* _What is expected_:
Report every line below that carries the word "names".

[Saved entries]
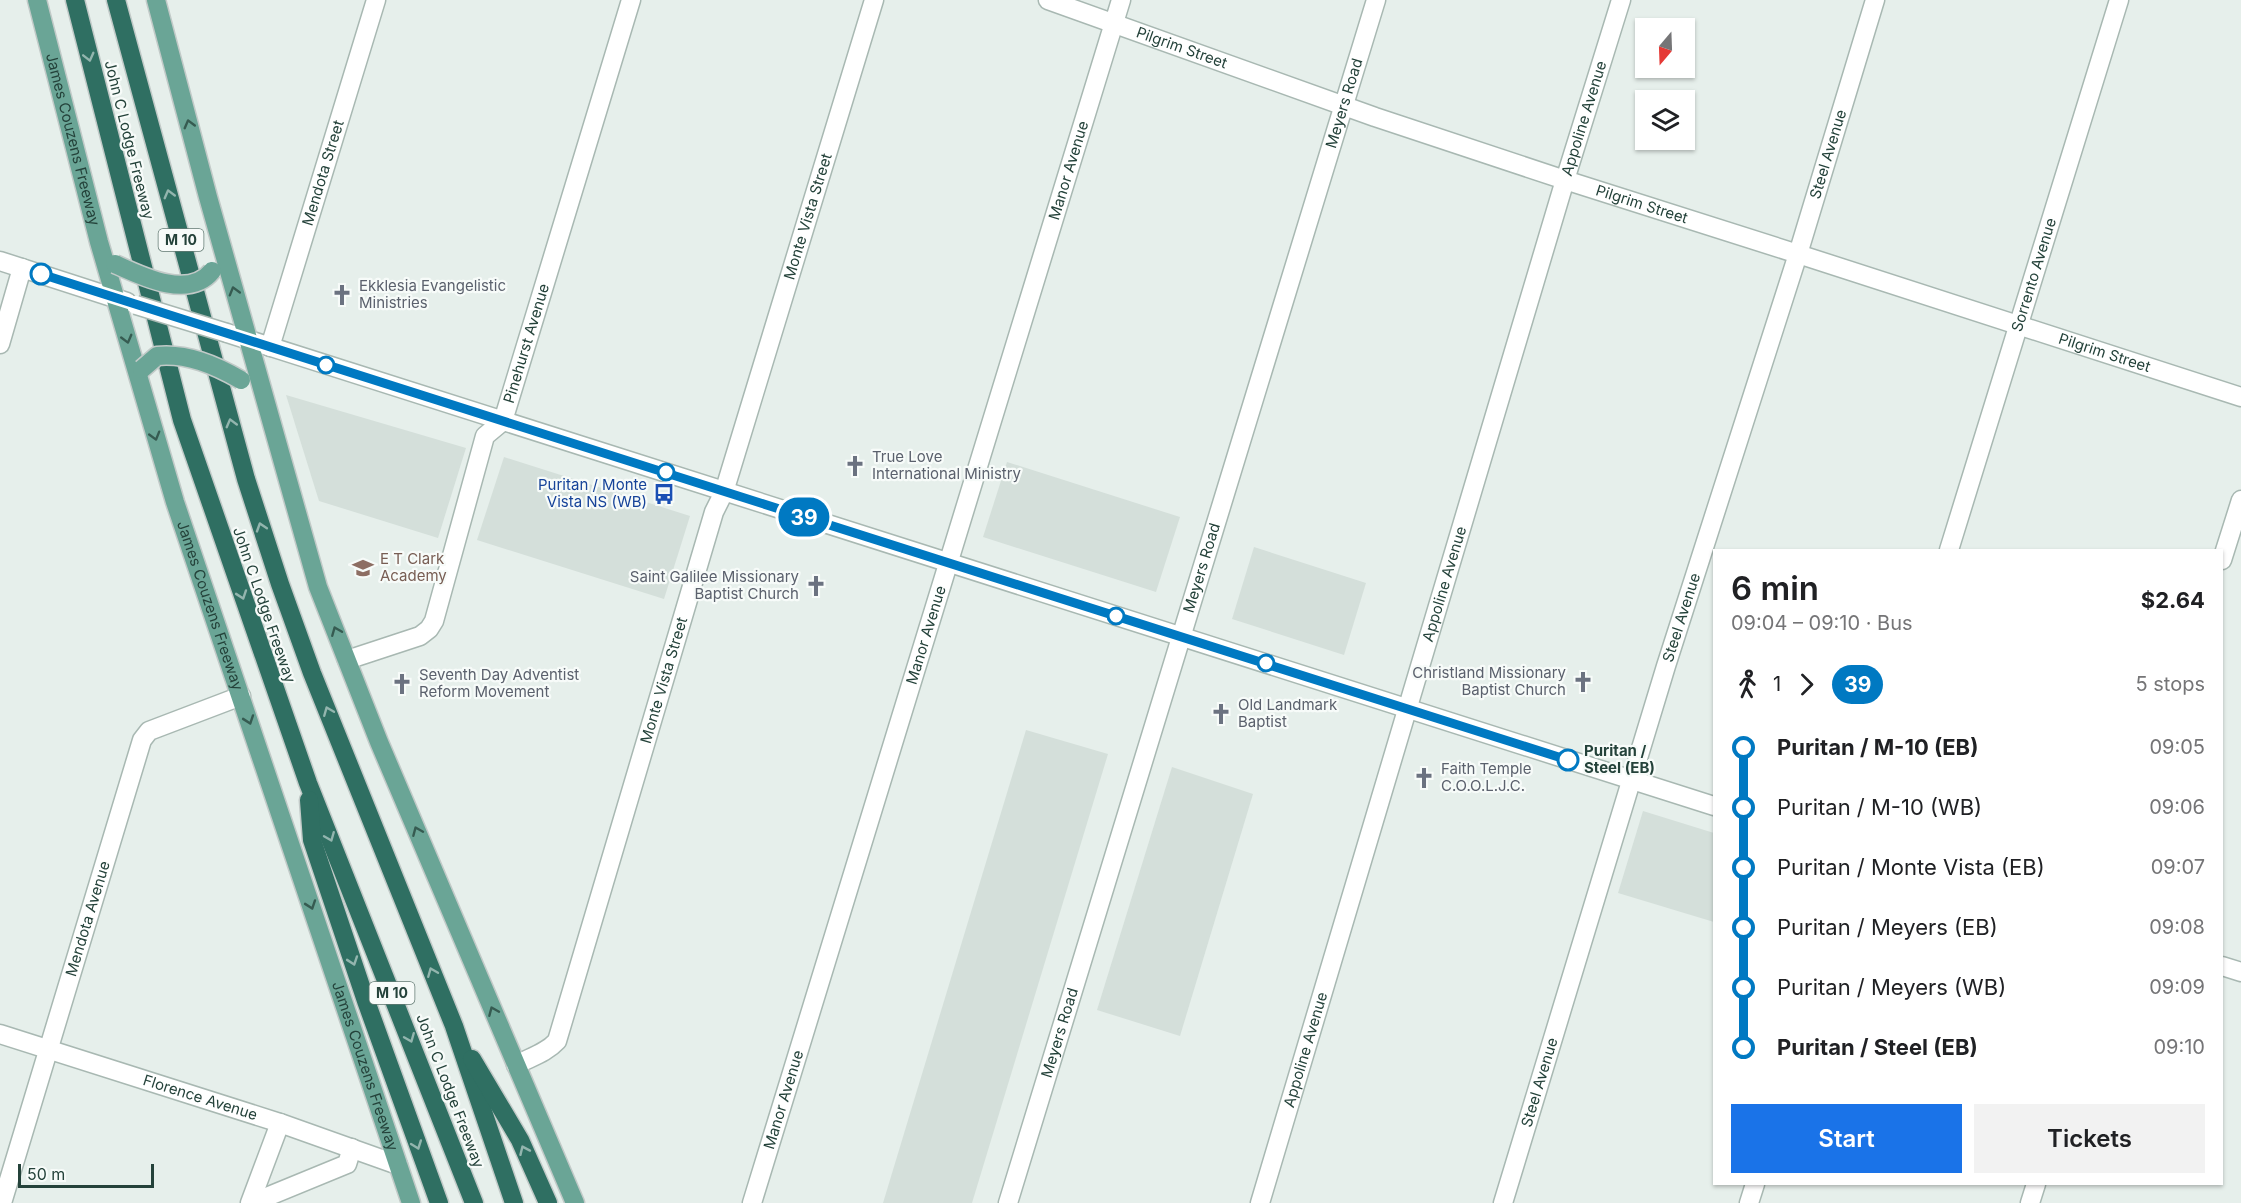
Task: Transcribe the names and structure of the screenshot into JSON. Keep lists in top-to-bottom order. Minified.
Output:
{"streets":{"highway":["John C Lodge Freeway","M 10"],"main road":["James Couzens Freeway"],"street":["Pilgrim Street","Meyers Road","Appoline Avenue","Steel Avenue","Manor Avenue","Mendota Street","Monte Vista Street","Sorrento Avenue","Pinehurst Avenue","Mendota Avenue","Florence Avenue"]},"crossings":[["Pilgrim Street","Meyers Road"],["Pilgrim Street","Appoline Avenue"],["Pilgrim Street","Steel Avenue"],["Pilgrim Street","Manor Avenue"],["Pilgrim Street","Sorrento Avenue"],["James Couzens Freeway","Mendota Avenue"],["James Couzens Freeway","Florence Avenue"],["Mendota Avenue","Florence Avenue"]],"places":{"church":["Ekklesia Evangelistic Ministries","True Love International Ministry","Saint Galilee Missionary Baptist Church","Christland Missionary Baptist Church","Seventh Day Adventist Reform Movement","Old Landmark Baptist","Faith Temple C.O.O.L.J.C."],"bus stop":["Puritan / Monte Vista NS (WB)"],"school or university":["E T Clark Academy"],"other":["Puritan / Steel (EB)"]},"lines":["bus line 39"],"scale_bar":"50 m","north":"bottom","page":{"on_map":"39","heading":["6 min","09:04 – 09:10 · Bus","$2.64"],"legs":["1","39","5 stops"],"list":[{"name":"Puritan / M-10 (EB)","value":"09:05"},{"name":"Puritan / M-10 (WB)","value":"09:06"},{"name":"Puritan / Monte Vista (EB)","value":"09:07"},{"name":"Puritan / Meyers (EB)","value":"09:08"},{"name":"Puritan / Meyers (WB)","value":"09:09"},{"name":"Puritan / Steel (EB)","value":"09:10"}],"buttons":["Start","Tickets"],"scale":"50 m"}}
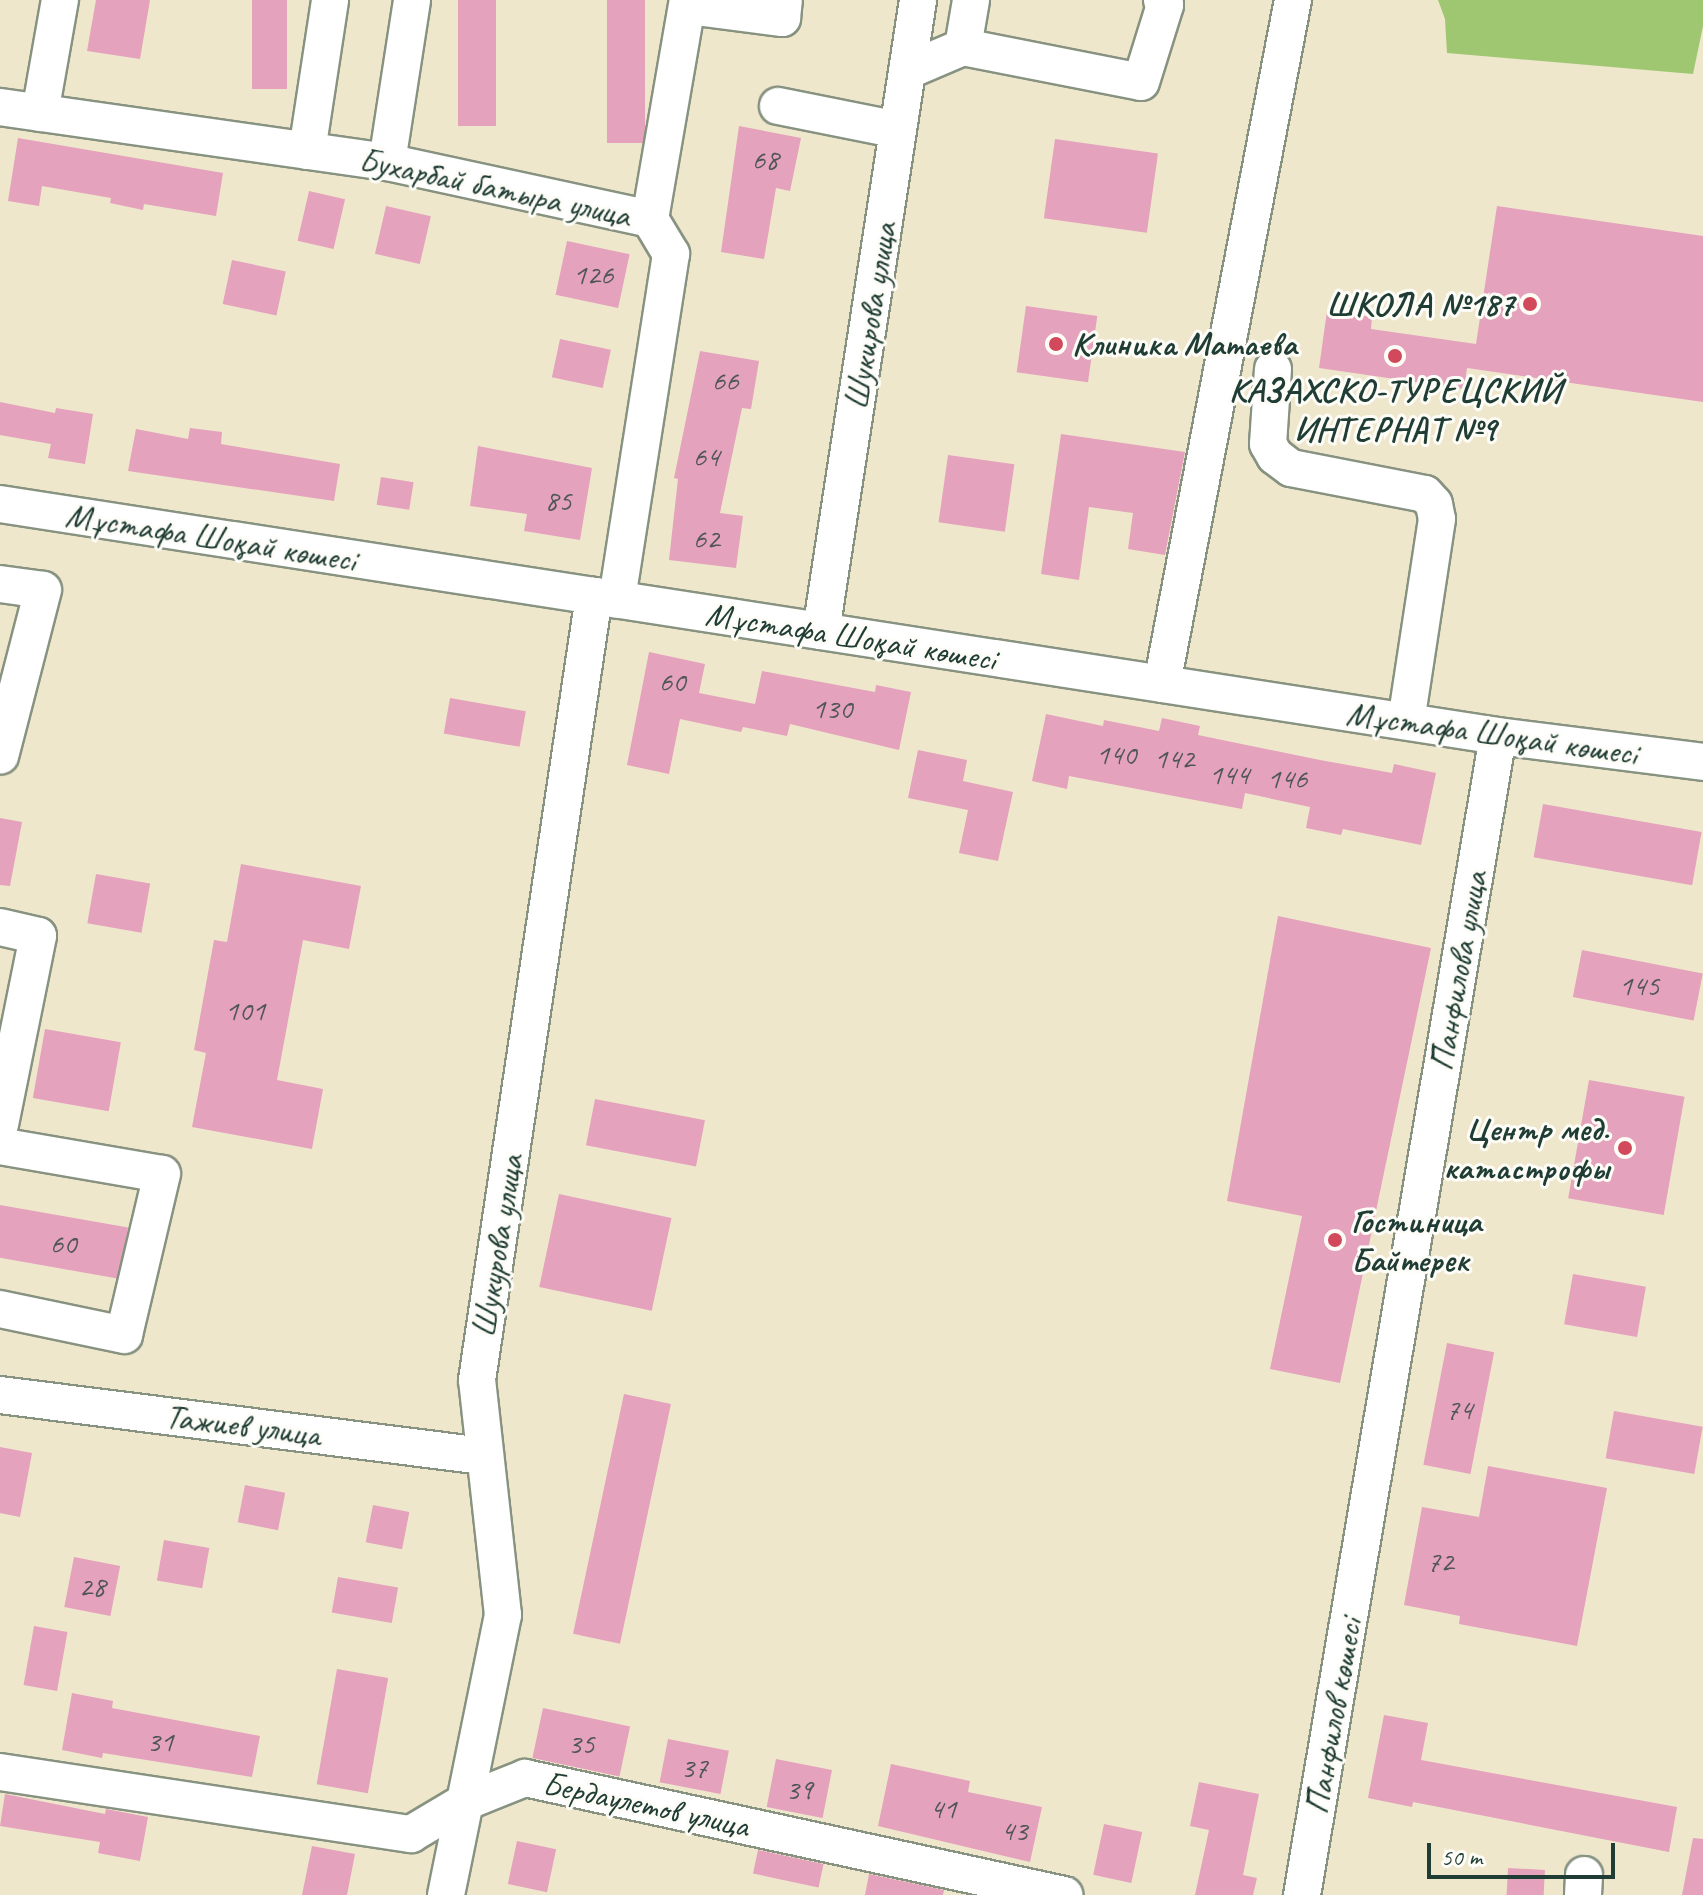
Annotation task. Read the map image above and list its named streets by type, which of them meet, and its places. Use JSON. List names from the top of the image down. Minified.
{"streets":{"street":["Бухарбай батыра улица","Шукирова улица","Мұстафа Шоқай көшесі","Панфилова улица","Шукурова улица","Тажиев улица","Панфилов көшесі","Бердаулетов улица"]},"crossings":[["Бухарбай батыра улица","Мұстафа Шоқай көшесі"],["Бухарбай батыра улица","Шукурова улица"],["Шукирова улица","Мұстафа Шоқай көшесі"],["Мұстафа Шоқай көшесі","Панфилова улица"],["Мұстафа Шоқай көшесі","Шукурова улица"],["Панфилова улица","Панфилов көшесі"],["Шукурова улица","Тажиев улица"],["Шукурова улица","Бердаулетов улица"]],"places":["ШКОЛА №187","Клиника Матаева","КАЗАХСКО-ТУРЕЦСКИЙ ИНТЕРНАТ №9","Центр мед. катастрофы","Гостиница Байтерек"],"house_numbers":["68","126","66","64","85","62","60","130","140","142","144","146","145","101","60","74","72","28","31","35","37","39","41","43"],"scale_bar":"50 m"}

* _Written response_:
Task: Transcribe the names and structure of the screenshot into JSON. Keep lists in top-to-bottom order. Minified.
Annotation task. Read the map image above and list its named streets by type, which of them meet, and its places. Use JSON. List names from the top of the image down. Minified.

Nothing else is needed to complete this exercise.